En ambos casos, la cobertura asegurada se aplicará respecto de los gastos relacionados con las prestaciones de salud recibidas durante la hospitalización y rehabilitación derivada de un diagnóstico confirmado de COVID-19, siempre y cuando éste se haya producido dentro del período de vigencia de la póliza.

2.- Riesgo de muerte:

En caso de fallecimiento de los trabajadores referidos en las letras A y B del artículo anterior, de cualquiera edad, cuya causa básica de defunción sea COVID-19, según la codificación oficial establecida por el Ministerio de Salud, se pagará un monto equivalente a 180 unidades de fomento. Esta cobertura no podrá estar condicionada a la edad del asegurado.

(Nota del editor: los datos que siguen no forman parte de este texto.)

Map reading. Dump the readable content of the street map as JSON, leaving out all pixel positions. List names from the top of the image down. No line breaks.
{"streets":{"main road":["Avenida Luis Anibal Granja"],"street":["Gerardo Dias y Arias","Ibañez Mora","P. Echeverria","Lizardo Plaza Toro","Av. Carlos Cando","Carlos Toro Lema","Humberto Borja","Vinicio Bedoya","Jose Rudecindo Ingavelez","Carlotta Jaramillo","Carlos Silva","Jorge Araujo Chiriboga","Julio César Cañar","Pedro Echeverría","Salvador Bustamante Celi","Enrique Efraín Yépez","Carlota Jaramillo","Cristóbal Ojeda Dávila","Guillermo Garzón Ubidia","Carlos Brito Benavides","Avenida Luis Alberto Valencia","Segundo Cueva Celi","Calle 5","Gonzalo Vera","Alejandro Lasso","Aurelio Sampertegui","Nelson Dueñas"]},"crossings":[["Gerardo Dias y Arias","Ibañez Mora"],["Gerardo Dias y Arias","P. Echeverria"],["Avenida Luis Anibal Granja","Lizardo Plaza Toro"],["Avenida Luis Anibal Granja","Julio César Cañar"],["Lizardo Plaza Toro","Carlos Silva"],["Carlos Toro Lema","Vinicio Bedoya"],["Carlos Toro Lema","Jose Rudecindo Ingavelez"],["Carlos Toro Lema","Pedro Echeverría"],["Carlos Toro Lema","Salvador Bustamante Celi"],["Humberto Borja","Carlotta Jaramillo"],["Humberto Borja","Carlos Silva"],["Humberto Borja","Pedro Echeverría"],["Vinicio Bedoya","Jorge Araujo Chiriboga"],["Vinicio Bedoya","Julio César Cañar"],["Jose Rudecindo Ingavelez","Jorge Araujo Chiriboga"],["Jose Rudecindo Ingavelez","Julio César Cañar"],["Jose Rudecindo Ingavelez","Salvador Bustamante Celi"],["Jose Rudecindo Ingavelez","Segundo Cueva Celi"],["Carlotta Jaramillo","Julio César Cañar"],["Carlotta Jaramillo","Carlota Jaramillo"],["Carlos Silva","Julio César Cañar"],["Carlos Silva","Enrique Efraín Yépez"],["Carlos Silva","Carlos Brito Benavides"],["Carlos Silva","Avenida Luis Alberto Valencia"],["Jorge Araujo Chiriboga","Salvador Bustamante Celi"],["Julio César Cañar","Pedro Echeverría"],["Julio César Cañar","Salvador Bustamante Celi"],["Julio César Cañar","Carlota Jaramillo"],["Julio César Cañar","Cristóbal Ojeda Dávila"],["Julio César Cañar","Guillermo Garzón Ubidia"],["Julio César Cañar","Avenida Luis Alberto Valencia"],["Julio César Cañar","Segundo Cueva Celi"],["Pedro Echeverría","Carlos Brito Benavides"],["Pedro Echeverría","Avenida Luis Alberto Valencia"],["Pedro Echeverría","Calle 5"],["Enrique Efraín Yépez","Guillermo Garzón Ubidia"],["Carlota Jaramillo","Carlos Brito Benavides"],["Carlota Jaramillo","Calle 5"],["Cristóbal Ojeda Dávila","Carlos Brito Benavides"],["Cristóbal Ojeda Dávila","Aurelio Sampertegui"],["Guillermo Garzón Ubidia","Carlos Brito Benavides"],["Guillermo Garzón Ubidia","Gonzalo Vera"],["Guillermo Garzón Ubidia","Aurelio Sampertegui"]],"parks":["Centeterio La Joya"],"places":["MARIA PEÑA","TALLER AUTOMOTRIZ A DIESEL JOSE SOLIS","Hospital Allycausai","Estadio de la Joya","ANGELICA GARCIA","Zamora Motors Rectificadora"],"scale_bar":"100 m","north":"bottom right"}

Artículo 14.- Contratante del seguro. Será obligación del empleador contratar este seguro y entregar comprobante de su contratación al trabajador.

El seguro se podrá contratar en cualquiera de las entidades aseguradoras autorizadas para cubrir riesgos comprendidos en el primer o segundo grupo del artículo 8° del decreto con fuerza de ley N° 251, de 1931, del Ministerio de Hacienda. Adicionalmente, la prima podrá enterarse a través de entidades que recauden cotizaciones de seguridad social.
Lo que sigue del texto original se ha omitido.